The National Cooperative Business Association CLUSA International (NCBA CLUSA) is celebrating a quarter century of high-impact, continuous development work in Mozambique this September.

As one of the first international non-governmental organizations to engage in market-based development in Mozambique, NCBA CLUSA pioneered market-linked producer organizations and helped create an enabling environment for farmer associations and agricultural cooperatives—all while building local capacity.

NCBA CLUSA began its work in Mozambique at a turning point in the region. The country was emerging from a protracted civil war that killed a million people and destroyed much of the country’s rural economy and infrastructure.

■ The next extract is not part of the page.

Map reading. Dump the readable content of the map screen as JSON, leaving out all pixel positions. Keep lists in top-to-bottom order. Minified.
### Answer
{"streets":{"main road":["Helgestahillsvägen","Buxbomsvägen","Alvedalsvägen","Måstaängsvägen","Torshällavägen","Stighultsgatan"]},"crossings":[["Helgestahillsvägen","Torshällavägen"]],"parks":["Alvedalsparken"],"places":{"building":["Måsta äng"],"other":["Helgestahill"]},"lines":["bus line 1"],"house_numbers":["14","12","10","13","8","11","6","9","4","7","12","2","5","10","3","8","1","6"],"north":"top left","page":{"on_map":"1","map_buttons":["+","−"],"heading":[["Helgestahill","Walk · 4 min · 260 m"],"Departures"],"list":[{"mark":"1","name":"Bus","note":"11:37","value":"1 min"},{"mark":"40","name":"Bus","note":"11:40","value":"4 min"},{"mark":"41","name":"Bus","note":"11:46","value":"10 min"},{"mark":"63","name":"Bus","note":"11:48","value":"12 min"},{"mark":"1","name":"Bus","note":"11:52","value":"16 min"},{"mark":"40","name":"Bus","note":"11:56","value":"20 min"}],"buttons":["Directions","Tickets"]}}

NGOs were transitioning from emergency and humanitarian responses to long-term reconstruction and development. Politically, Mozambique had just adopted multiparty democracy, holding its first free and competitive elections in 1994. Economically, the country was moving away from a centrally planned to a market economy.

At the time, farmers were reluctant to join any type of organization due to their negative experiences in the past with government-led cooperatives and communal villages. Meanwhile, most rural households relied on subsistence farming, and farmers—who were used to government price setting—did not know how to navigate Mozambique’s emerging market economy.

But a new approach to organizing held promise. Under the Rural Group Enterprise Development (RGED) program, NCBA CLUSA launched its work in September 1995 with funding from the U. S. Agency for International Development (USAID). The program recruited local staff in October 1995, field staff came on board in January 1996, and services to the first communities began the following month.

“The initial results of our work in four districts of Nampula were encouraging,” said Alex Serrano, NCBA CLUSA’s Senior Vice President for International Programs. At the time, Serrano was the organization’s first Mozambique Country Director. By June 1996, 27 newly-formed farmer associations had signed contracts with buyers and marketed 1,000 metric tons of maize and groundnuts, marking a new era for small farmers in Mozambique. That same year the first 18 farmer associations signed contracts with cotton companies.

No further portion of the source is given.